Find the number of lines below in which the word "Hall" occurs. Write only that number.
########
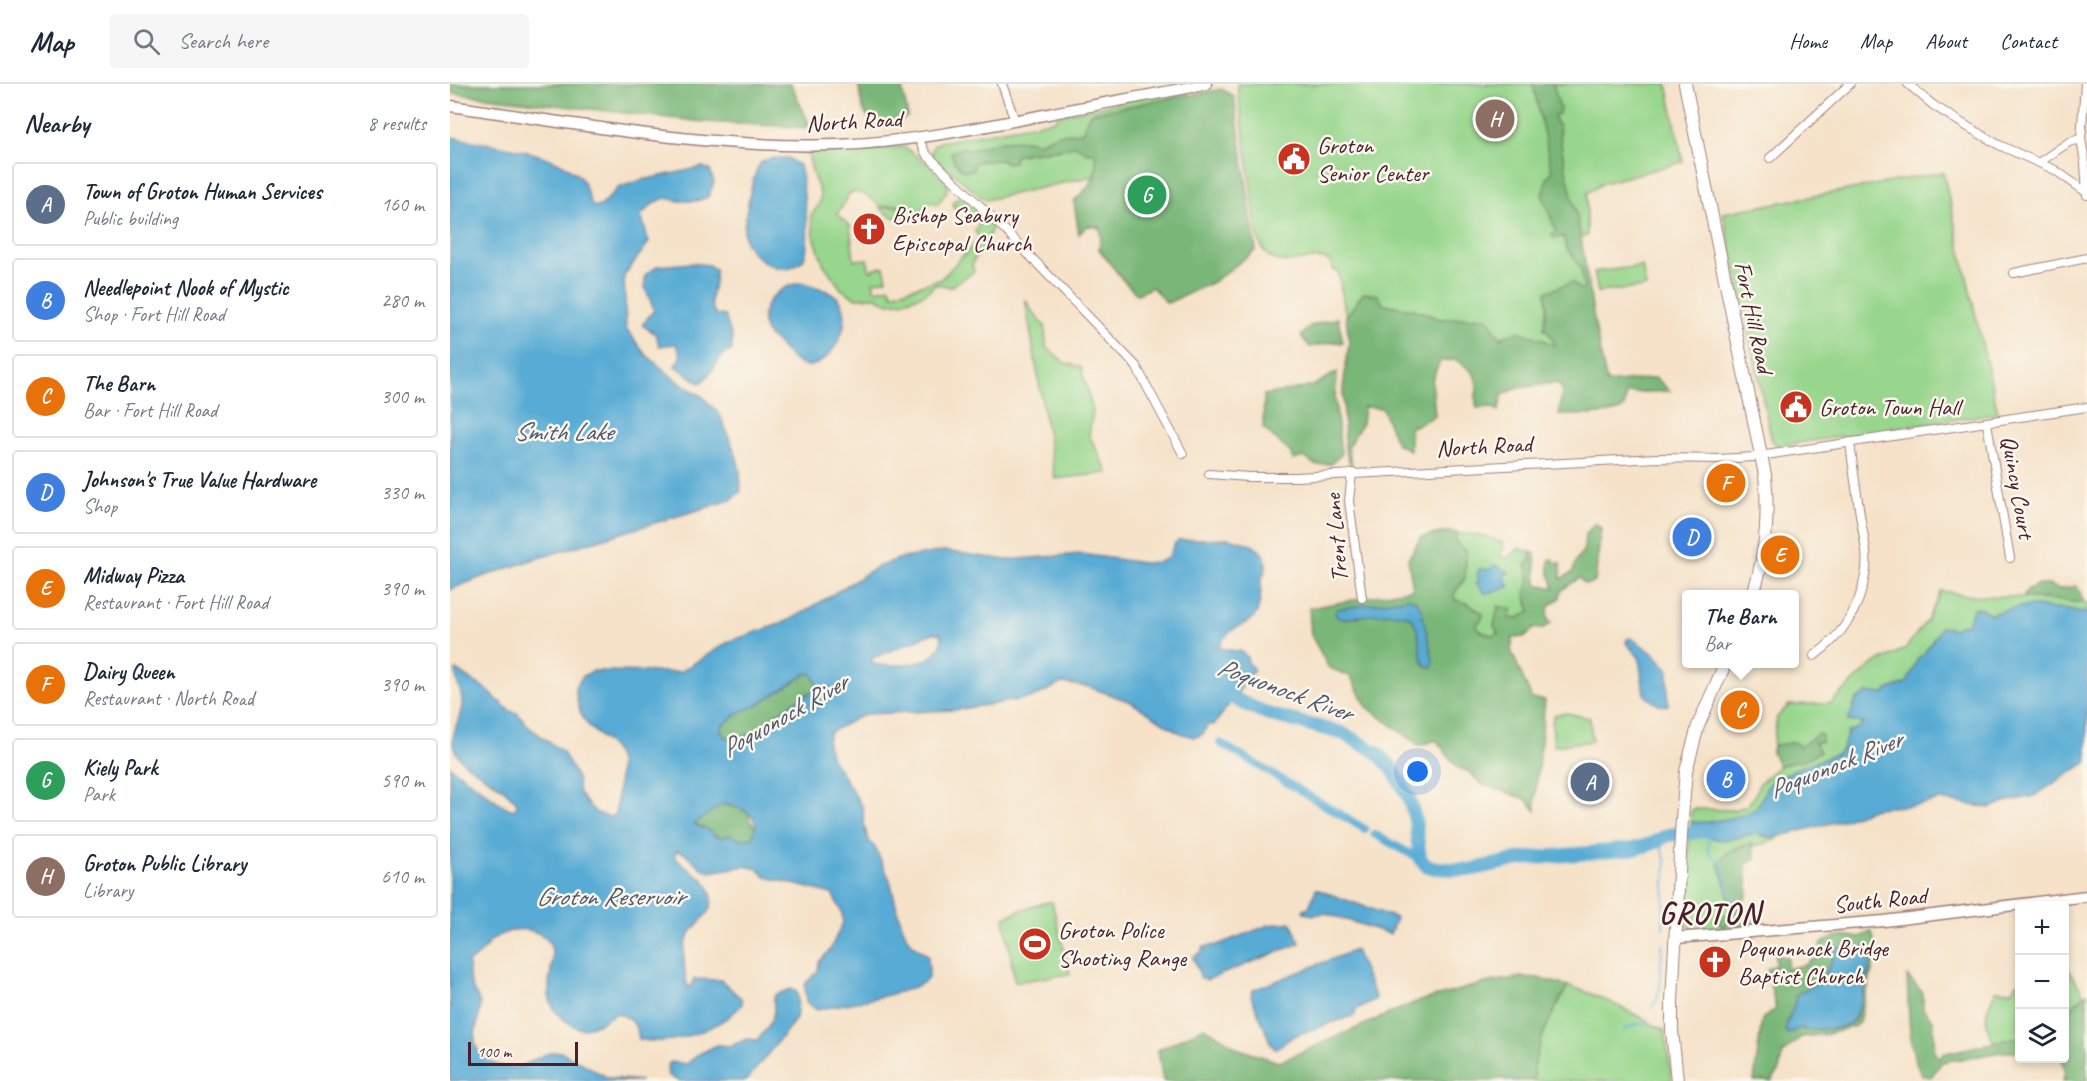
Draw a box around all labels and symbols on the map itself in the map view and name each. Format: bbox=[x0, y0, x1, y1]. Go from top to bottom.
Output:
pin: H bbox=[1476, 96, 1514, 141]
street label: North Road bbox=[805, 103, 906, 138]
place label: Groton Senior Center bbox=[1317, 130, 1431, 188]
public building icon: Groton Senior Center bbox=[1276, 141, 1312, 177]
pin: G bbox=[1128, 172, 1166, 218]
place label: Bishop Seabury Episcopal Church bbox=[892, 200, 1033, 258]
church icon: Bishop Seabury Episcopal Church bbox=[851, 211, 887, 247]
street label: Fort Hill Road bbox=[1728, 258, 1781, 379]
public building icon: Groton Town Hall bbox=[1778, 389, 1814, 425]
place label: Groton Town Hall bbox=[1819, 392, 1963, 422]
water label: Smith Lake bbox=[514, 415, 616, 448]
street label: North Road bbox=[1435, 428, 1536, 463]
street label: Quincy Court bbox=[1994, 433, 2042, 543]
pin: F bbox=[1706, 460, 1746, 506]
street label: Trent Lane bbox=[1317, 490, 1355, 583]
pin: D bbox=[1672, 514, 1712, 560]
pin: E bbox=[1760, 532, 1800, 578]
water label: Poquonock River bbox=[1213, 650, 1361, 731]
water label: Poquonock River bbox=[715, 664, 857, 765]
pin: C bbox=[1720, 688, 1760, 732]
water label: Poquonock River bbox=[1764, 721, 1911, 806]
pin: B bbox=[1706, 756, 1746, 802]
your location bbox=[1403, 757, 1432, 786]
pin: A bbox=[1570, 760, 1610, 804]
water label: Groton Reservoir bbox=[536, 880, 689, 913]
street label: South Road bbox=[1832, 880, 1932, 920]
district label: GROTON bbox=[1659, 894, 1765, 932]
place label: Groton Police Shooting Range bbox=[1058, 915, 1188, 973]
sports icon: Groton Police Shooting Range bbox=[1017, 926, 1053, 962]
place label: Poquonnock Bridge Baptist Church bbox=[1738, 933, 1890, 991]
church icon: Poquonnock Bridge Baptist Church bbox=[1697, 944, 1733, 980]
scale bar bbox=[468, 1039, 578, 1066]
########
(SOLUTION FOR THIS TASK) 2